Première section :
La représentation, d’inspiration cybernétique, d’une transformation de la société par les N.T.I.C.

Introduction première section

Dans cette première moitié des années 90, en même temps que progressent les technologies de numérisation et de compression des signaux, se développe ou plutôt se réactive un ensemble de visions portant sur les nouvelles technologies de communication (principalement réunies autour de l’informatique, de l’audiovisuel et des télécommunications) qui font référence à la théorie cybernétique. Ces discours s’appuient sur une matrice idéologique que certains auteurs, parmi lesquels Philippe Breton, qualifient d’utopie de la communication 140 .

D’après lui, l’idéologie de la communication se transmet par quatre voies d’influence intellectuelle.

  • La première se développe au sein du champ scientifique, la communication devenant un thème transversal pour un certain nombre de disciplines.
  • La deuxième est celle de la littérature de vulgarisation qui consacre une place de plus en plus importante à cette nouvelle problématique.
  • La troisième est celle de la littérature de science fiction : le terme “ cyberespace ” a d’ailleurs été employé pour la première fois par le romancier William Gibson dans son ouvrage Neuromancer publié en 1984.
  • La quatrième voie, enfin, est celle des essayistes, des futurologues, qui essaient de décrire les transformations sociales imputables selon eux aux nouvelles technologies de communication et en particulier à l’informatique.

La presse spécialisée grand public, qui nous intéresse ici, est certainement à repérer dans la deuxième catégorie de ces modes de transmission de l’utopie de la communication : celle qui concerne la littérature de vulgarisation. Elle a connu ces dernières années une forte croissance avec le développement de l’Internet, symbolisée par l’avènement de la revue Wired, mondialement connue et portant en elle cette idée de transformation de la société par les nouvelles technologies. Patrice Flichy, dans un article consacré aux relations entre utopie et innovation dans le cas du développement d’Internet la décrit ainsi : ‘“ la revue constituera l’organe d’expression de la contre-culture informatique associant information technique, spiritualisme new-age et hyperbole futuriste ”’ 141 .

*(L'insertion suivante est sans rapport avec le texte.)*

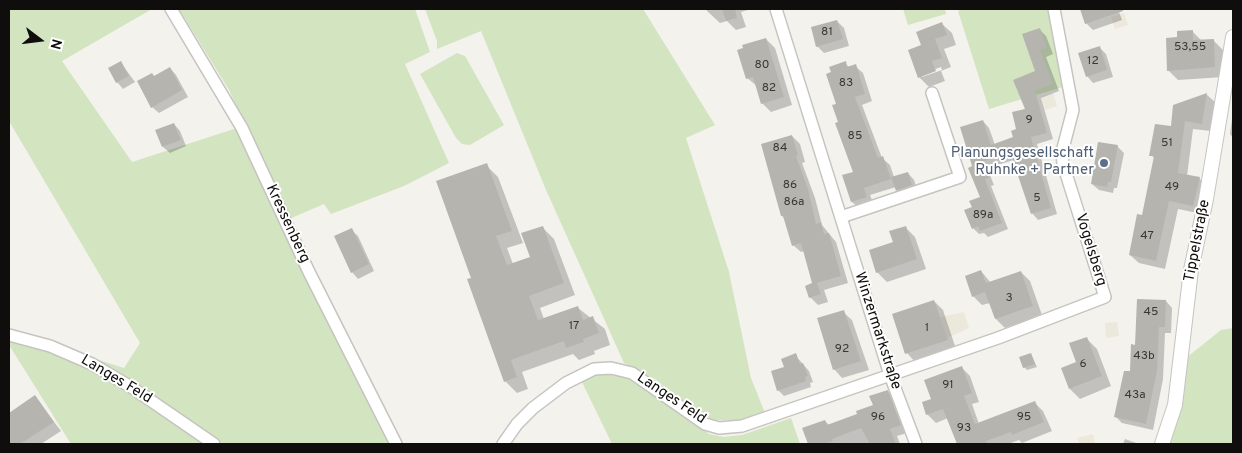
<!DOCTYPE html>
<html>
<head>
<meta charset="utf-8">
<style>
  body { margin:0 }
  #map { position:relative; width:1242px; height:453px; overflow:hidden; background:#f3f2ed; font-family:Overpass,sans-serif }
  canvas { display:block }
  .frame { position:absolute; inset:0; border:10px solid #0f0e0c; pointer-events:none }
  .north { position:absolute; left:15px; top:15px; width:50px; height:50px; -webkit-text-stroke:4px #fff; paint-order:stroke; rotate:105deg; font-size:14px; font-weight:700; line-height:20px; text-align:center; color:#0f0e0c }
  .north::after { content:''; display:block; margin:auto; width:18px; height:22px; background:#0f0e0c; clip-path:polygon(50% 0,100% 100%,50% 72%,0 100%) }
</style>
</head>
<body>
<div id="map">
<canvas width="1242" height="453"></canvas>
<div class="frame"></div>
<div class="north">N</div>
</div>
<script>
const c = document.querySelector('canvas').getContext('2d');
c.lineJoin = 'round';
function paint(path, color) { c.fillStyle = color; c.fill(path, 'evenodd'); }
const shape = rows => new Path2D(rows.map(r => 'M' + r).join(''));
function strokePath(path, color, width, dash) { c.strokeStyle = color; c.lineWidth = width; c.lineCap = dash ? 'butt' : 'round'; c.setLineDash(dash || []); c.stroke(path); }
function drawText(font, color, halo, rows, align = 'center') {
  c.font = font + ' Overpass,sans-serif'; c.lineWidth = 4; c.setLineDash([]); c.textBaseline = 'middle'; c.strokeStyle = halo; c.fillStyle = color; for (const [text, x, y, turn = 0] of rows) {
    c.save(); c.translate(x, y); c.rotate((+turn || 0) * Math.PI / 180); c.textAlign = isNaN(turn) ? turn : align; if (halo) c.strokeText(text, 0, 0); c.fillText(text, 0, 0); c.restore();
  }
}
const built = shape([
  [1124,13,1128,25,1115,29,1111,17],
  [1053,93,1057,106,1045,110,1041,97],
  [964,312,969,328,947,338,940,317],
  [1117,322,1119,336,1106,338,1105,323],
  [1093,434,1095,444,1079,444,1077,438]
]);
const green = shape([
  [9,9,152,9,62,61,132,162,237,128,342,351,392,444,71,444,9,345,9,331,124,368,140,343,9,121],
  [179,9,415,9,430,52,405,64,449,163,404,186,331,214,324,204,289,219,229,90],
  [425,9,643,9,715,125,686,138,729,272,751,378,765,413,743,420,714,420,699,414,655,379,624,363,546,190,481,31,437,49,437,41],
  [903,9,945,9,946,14,908,25],
  [963,9,1049,9,1066,86,989,109,958,11],
  [457,53,465,56,504,125,470,145,462,144,456,138,420,74],
  [1233,328,1233,444,1168,444,1186,358,1221,330],
  [604,373,620,375,639,383,709,434,724,437,742,435,791,418,800,444,612,444,581,380]
]);
const shadow = shape([
  [705,9,751,9,741,12,746,27,736,30,727,21,720,23],
  [1082,9,1118,9,1122,20,1093,30,1086,23],
  [837,21,844,28,849,46,824,53,817,46],
  [942,24,952,33,956,45,944,49,951,67,941,71,945,81,929,87,919,77,922,46],
  [941,67,942,70,922,77,922,74],
  [1040,30,1046,36,1053,54,1046,57,1059,91,1041,98,1053,139,1037,144,1057,214,1038,220,1032,213,1014,160,987,168,994,185,991,186,1008,229,988,237,984,233,979,234,973,228,973,208,981,198,973,167,983,121,989,128,995,145,1014,138,1026,109,1036,72],
  [1193,32,1202,41,1213,40,1223,50,1224,77,1178,80,1168,70,1179,38],
  [766,39,775,48,792,105,771,112,762,103,757,86,747,78],
  [1099,47,1106,54,1113,77,1093,83,1087,76],
  [121,63,135,82,123,89,117,82],
  [845,63,850,68,855,66,863,73,872,101,862,105,882,158,890,165,894,177,908,173,914,180,918,192,903,197,896,187,870,195,874,205,860,209,852,202,844,176,854,172,840,123,837,104],
  [170,68,176,75,188,97,159,113,152,107,154,77],
  [1206,94,1215,102,1211,131,1193,129,1187,176,1199,178,1208,187,1202,214,1178,209,1165,269,1139,263,1130,255,1143,216,1155,159,1151,155,1172,128],
  [1233,112,1233,138,1230,134],
  [174,124,180,131,186,146,170,153,163,147],
  [792,136,800,144,805,162,802,163,815,198,822,225,836,242,848,283,824,290,828,302,818,305,810,297,814,284,804,251,801,252,793,245,786,219,782,216],
  [1117,146,1124,153,1117,188,1114,188,1113,193,1099,190,1092,184],
  [486,165,498,177,523,243,507,248,513,264,532,258,542,227,554,239,575,295,540,308,544,319,578,308,605,329,610,345,594,351,595,354,579,360,573,354,522,372,528,389,517,393,505,381,473,278],
  [905,227,915,237,926,269,887,282,877,272],
  [351,230,358,236,374,271,358,279,352,272],
  [981,271,991,283,1021,272,1030,281,1042,315,1005,328,996,319,990,303,982,305,973,296],
  [934,301,943,310,956,349,916,363,907,353],
  [1166,301,1172,308,1171,333,1165,333,1163,379,1153,430,1122,423,1116,417,1132,372,1136,346],
  [843,312,852,320,869,370,842,378,834,369],
  [1087,339,1097,349,1111,386,1080,399,1070,389,1063,368,1078,363],
  [1031,354,1037,367,1027,370,1024,367],
  [795,355,809,371,813,382,810,383,811,387,784,396,778,390,786,368],
  [962,368,970,376,979,402,972,404,979,424,1034,402,1043,411,1052,431,1022,443,1019,440,1008,444,958,444,948,418,936,423,927,414,933,400],
  [887,391,894,398,907,433,897,436,900,444,809,444,803,429,825,421,829,425,858,415,874,406],
  [35,397,61,431,41,444,9,444,9,414],
  [1125,439,1139,444,1123,444]
]);
const building = shape([
  [722,9,735,9,737,18,726,21],
  [1080,9,1123,9,1123,11,1085,24],
  [837,20,843,39,816,47,811,27],
  [942,22,947,35,935,39,942,58,932,61,936,71,918,78,908,50,921,45,916,32],
  [1040,28,1047,48,1040,50,1053,84,1035,91,1047,133,1031,137,1051,208,1031,214,1010,152,982,162,989,178,985,179,1002,223,980,231,978,226,972,229,964,210,972,207,969,201,980,197,968,168,972,166,960,127,983,120,991,145,1013,137,1011,131,1016,129,1012,112,1025,109,1013,80,1035,71,1022,34],
  [1193,30,1193,40,1214,39,1215,67,1167,71,1166,38,1177,37,1177,31],
  [766,38,784,97,761,104,753,77,746,79,737,50,743,48,742,45],
  [1100,46,1107,70,1086,77,1078,53],
  [121,61,129,76,116,83,108,68],
  [846,61,847,67,856,64,865,94,855,97,878,158,883,156,891,179,864,188,867,197,851,202,842,175,853,172,835,123,838,122,832,105,836,104,826,74,831,72,829,67],
  [170,67,182,90,151,108,137,81,152,73,154,76],
  [1207,93,1202,124,1185,121,1178,173,1200,177,1193,206,1169,201,1156,261,1129,255,1137,214,1142,215,1154,156,1149,156,1155,124,1171,126,1173,105],
  [174,123,181,140,162,147,155,130],
  [792,135,798,155,796,156,808,189,816,224,821,222,824,234,829,233,841,276,817,283,821,294,809,298,805,286,812,283,801,243,792,246,783,216,781,216,761,144],
  [1098,142,1118,145,1111,182,1108,182,1107,187,1091,184],
  [487,163,512,231,496,236,507,265,530,257,521,233,543,226,564,283,529,296,538,320,578,306,583,320,593,316,599,333,583,339,584,342,566,348,564,341,511,360,517,377,504,382,467,279,471,278,436,181],
  [908,172,912,185,896,191,891,177],
  [906,226,917,259,876,273,869,250,893,242,889,231],
  [352,228,369,264,351,273,334,236],
  [981,270,986,283,1021,271,1033,306,995,319,985,292,972,297,965,276],
  [1137,299,1166,300,1165,327,1159,327,1157,371,1146,424,1114,417,1124,371,1130,371,1131,344,1135,345],
  [934,300,948,340,905,354,892,314],
  [844,310,861,361,833,370,817,318],
  [1087,337,1102,376,1069,389,1061,368,1076,362,1069,343],
  [796,353,800,364,803,363,808,376,805,377,806,381,777,391,771,371,784,367,781,359],
  [1031,353,1035,364,1023,368,1019,357],
  [962,366,972,393,964,396,975,424,1035,401,1044,422,1012,435,1011,432,986,441,987,444,957,444,943,409,926,415,922,402,931,399,924,380],
  [888,390,901,425,890,429,896,444,870,444,861,428,832,439,833,441,824,444,808,444,802,428,825,420,827,425,857,414,856,411,873,405,869,396],
  [35,395,54,422,20,444,9,444,9,413]
]);
const minor = shape([
  [171,9,242,128,309,272,396,444],
  [776,9,890,375,916,444],
  [841,217,960,177,932,93],
  [9,335,50,346,92,364,131,387,214,444],
  [503,444,517,424,533,408,566,383,594,369,611,368,632,373,705,424,719,428,742,426,998,338,1105,297,1063,164,1062,152,1073,110,1054,9]
]);
const tertiary = shape([
  [1162,444,1175,405,1191,270,1206,199,1233,37]
]);
const markers = [
  [1104,163,5,"#5c6f8a"]
];
const numberNames = [
  ["81",827,33],
  ["53,55",1190,48],
  ["12",1093,62],
  ["80",762,66],
  ["83",846,84],
  ["82",769,89],
  ["9",1029,121],
  ["85",855,137],
  ["51",1167,144],
  ["84",780,149],
  ["86",790,186],
  ["49",1172,188],
  ["5",1037,199],
  ["86a",794,203],
  ["89a",983,216],
  ["47",1147,237],
  ["3",1009,299],
  ["45",1151,313],
  ["17",574,327],
  ["1",927,329],
  ["92",842,350],
  ["43b",1144,357],
  ["6",1083,365],
  ["91",948,386],
  ["43a",1135,396],
  ["96",878,418],
  ["95",1024,418],
  ["93",964,429]
];
const serviceNames = [
  ["Planungsgesellschaft",1094,154],
  ["Ruhnke + Partner",1094,171]
];
const streetNames = [
  ["Kressenberg",287,224,65],
  ["Tippelstraße",1198,241,-79],
  ["Vogelsberg",1090,250,73],
  ["Winzermarkstraße",877,331,72],
  ["Langes Feld",116,380,31],
  ["Langes Feld",671,399,34]
];
paint(built, '#ece8dc');
paint(green, '#d3e4c1');
paint(shadow, '#0003');
paint(building, '#b6b4af');
strokePath(minor, '#c6c4c0', 14);
strokePath(tertiary, '#c6c4c0', 16);
strokePath(minor, '#fff', 11);
strokePath(tertiary, '#fff', 14);
for (const [x, y, r, color] of markers) { const dot = new Path2D(); dot.arc(x, y, r, 0, 2 * Math.PI); c.fillStyle = color; c.fill(dot); strokePath(dot, '#fff', 2); }
drawText('12px', '#393835', null, numberNames);
drawText('15px', '#4e5e75', '#fff', serviceNames, 'right');
drawText('15px', '#0f0e0c', '#fff', streetNames);
</script>
</body>
</html>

Les magazines spécialisés qui se développent en France à l’époque n’échappent pas non plus à ce mouvement : tout devient “ cyber-ceci ”, “ cyber-cela ”, comme métamorphosé par les N.T.I.C et en particulier l’Internet. Plus précisément, les publications consacrées au multimédia lors de cette période présentent un certain nombre de traits communs qui constituent leur vision spécifique du domaine.

Le premier de ces éléments fédérateurs consiste à associer le multimédia à la modernité, au futur. Ceci s’exprime dans le contenu des articles, mais peut-être plus encore dans les illustrations, dans les graphismes.

La seconde vision commune est de considérer que la technique doit être inféodée au social et revient alors à repérer toutes les applications qui peuvent être faites de l’ordinateur, des télécommunications, de l’Internet en général.

Enfin, l’accent est très souvent mis sur une troisième dimension, celle de la liberté de communication, héritée d’une vision idéologique de la cyberculture, de type libertaire. Ce thème de la liberté de communication est d’ailleurs souvent réadapté au discours libéral dominant, dans une perspective de liberté des échanges.

Ces trois éléments, qui constituent les caractéristiques du fond idéologique commun de la presse multimédia lors de son apparition, sont visibles également dans sa forme. Le support papier tout comme les supports électroniques retraduisent dans leur aspect graphique et leur architecture ergonomique les idées qui sont émises à l’intérieur des textes. L’édition imprimée adopte une allure proche de la structuration informatique, et les versions électroniques, tant sur CD-Rom que sur Internet, tendent par leur appareillage multimodal à refléter l’esprit futuriste et techniciste de la presse multimédia naissante.

Nous procéderons ensuite à une analyse plus détaillée de cette représentation du multimédia en distinguant deux courants.

Le premier, que nous avons nommé courant “ underground ” ou “ branché ”, est composé de magazines et de supports électroniques directement inspirés par la cyberculture.

Le deuxième courant, que nous avons intitulé “ multimédia et société ”, est un peu plus détaché de cette tradition idéologique originelle. Il semble plutôt annoncer la phase suivante de l’évolution de la presse multimédia : il conserve les éléments caractérisant la vision “ cyber ” du multimédia, mais sous un aspect journalistique plus classique.

Notes
140.

BRETON Philippe, 1997a, op. cit.

141.

FLICHY Patrice, 1997, op. cit., p. 67.